PROVIDED DATA →

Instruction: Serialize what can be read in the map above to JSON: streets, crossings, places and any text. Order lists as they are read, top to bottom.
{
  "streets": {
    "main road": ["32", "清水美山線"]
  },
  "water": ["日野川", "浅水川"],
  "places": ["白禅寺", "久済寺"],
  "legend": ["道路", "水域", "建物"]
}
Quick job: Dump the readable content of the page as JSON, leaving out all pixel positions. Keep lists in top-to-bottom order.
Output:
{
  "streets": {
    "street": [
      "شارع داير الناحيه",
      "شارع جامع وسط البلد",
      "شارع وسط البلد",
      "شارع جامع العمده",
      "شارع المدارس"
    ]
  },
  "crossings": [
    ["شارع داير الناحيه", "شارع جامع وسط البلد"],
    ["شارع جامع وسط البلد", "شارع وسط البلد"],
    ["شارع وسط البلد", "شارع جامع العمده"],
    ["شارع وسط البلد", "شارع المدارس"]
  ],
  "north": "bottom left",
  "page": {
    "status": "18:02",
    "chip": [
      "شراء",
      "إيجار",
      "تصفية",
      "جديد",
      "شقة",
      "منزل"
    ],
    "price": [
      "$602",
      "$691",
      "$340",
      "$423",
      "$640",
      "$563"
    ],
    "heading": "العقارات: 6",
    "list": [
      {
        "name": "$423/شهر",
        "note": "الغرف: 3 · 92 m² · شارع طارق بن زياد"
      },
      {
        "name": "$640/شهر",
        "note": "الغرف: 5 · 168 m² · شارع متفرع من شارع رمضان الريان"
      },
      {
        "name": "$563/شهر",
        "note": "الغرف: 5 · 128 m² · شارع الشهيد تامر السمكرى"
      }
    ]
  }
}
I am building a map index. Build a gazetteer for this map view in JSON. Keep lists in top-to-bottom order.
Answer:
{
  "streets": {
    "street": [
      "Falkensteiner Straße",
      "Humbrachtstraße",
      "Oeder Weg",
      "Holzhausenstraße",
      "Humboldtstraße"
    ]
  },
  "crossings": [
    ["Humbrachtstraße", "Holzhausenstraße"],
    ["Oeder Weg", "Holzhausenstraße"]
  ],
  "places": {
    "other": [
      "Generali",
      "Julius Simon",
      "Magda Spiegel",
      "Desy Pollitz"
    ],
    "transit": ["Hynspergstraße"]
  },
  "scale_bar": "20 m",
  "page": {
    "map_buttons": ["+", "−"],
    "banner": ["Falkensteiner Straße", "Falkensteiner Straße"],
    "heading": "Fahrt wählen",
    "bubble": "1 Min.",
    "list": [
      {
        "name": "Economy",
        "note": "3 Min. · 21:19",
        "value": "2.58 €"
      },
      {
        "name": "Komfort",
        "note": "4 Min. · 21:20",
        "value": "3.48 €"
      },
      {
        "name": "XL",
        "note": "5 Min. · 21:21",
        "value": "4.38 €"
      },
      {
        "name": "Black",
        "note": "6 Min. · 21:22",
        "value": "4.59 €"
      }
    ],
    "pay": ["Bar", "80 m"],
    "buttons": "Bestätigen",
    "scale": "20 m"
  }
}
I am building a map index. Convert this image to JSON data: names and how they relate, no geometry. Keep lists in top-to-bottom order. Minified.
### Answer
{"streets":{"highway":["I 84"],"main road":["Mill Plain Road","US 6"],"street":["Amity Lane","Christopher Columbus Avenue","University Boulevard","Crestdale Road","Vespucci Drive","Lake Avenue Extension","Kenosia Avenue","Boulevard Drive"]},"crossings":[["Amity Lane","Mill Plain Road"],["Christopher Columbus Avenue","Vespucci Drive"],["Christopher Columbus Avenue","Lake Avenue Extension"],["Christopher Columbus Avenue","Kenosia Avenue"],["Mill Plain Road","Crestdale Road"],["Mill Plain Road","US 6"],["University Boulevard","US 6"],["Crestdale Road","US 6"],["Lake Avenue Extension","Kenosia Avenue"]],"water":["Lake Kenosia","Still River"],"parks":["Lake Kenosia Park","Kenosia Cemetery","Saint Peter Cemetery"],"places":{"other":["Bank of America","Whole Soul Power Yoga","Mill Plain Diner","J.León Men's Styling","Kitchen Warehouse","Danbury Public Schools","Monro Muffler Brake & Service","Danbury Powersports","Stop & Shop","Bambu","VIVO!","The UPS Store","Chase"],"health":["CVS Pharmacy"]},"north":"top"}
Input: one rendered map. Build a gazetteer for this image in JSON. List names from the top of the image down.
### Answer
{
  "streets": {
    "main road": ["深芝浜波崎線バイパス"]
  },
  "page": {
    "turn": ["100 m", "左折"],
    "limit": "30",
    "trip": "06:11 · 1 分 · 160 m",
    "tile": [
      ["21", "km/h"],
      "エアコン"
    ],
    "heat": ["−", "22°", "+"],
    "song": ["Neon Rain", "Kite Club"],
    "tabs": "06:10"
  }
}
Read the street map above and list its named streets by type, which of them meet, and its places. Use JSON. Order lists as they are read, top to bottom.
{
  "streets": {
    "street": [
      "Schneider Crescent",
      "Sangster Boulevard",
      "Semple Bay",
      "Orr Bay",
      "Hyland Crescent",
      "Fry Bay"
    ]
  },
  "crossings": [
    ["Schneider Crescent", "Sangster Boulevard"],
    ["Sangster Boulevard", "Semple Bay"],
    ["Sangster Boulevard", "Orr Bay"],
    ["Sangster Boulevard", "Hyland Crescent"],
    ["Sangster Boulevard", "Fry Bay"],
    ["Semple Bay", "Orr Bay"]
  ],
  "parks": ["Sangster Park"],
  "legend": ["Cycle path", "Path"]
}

PROBLEM STATEMENT →
Whenever a line of the listing above holds the word "index", copy that line.

SOLVED EXERCISE →
I am building a map index. Build a gazetteer for this map view in JSON. Keep lists in top-to-bottom order.
I am building a map index. Convert this image to JSON data: names and how they relate, no geometry. Keep lists in top-to-bottom order. Minified.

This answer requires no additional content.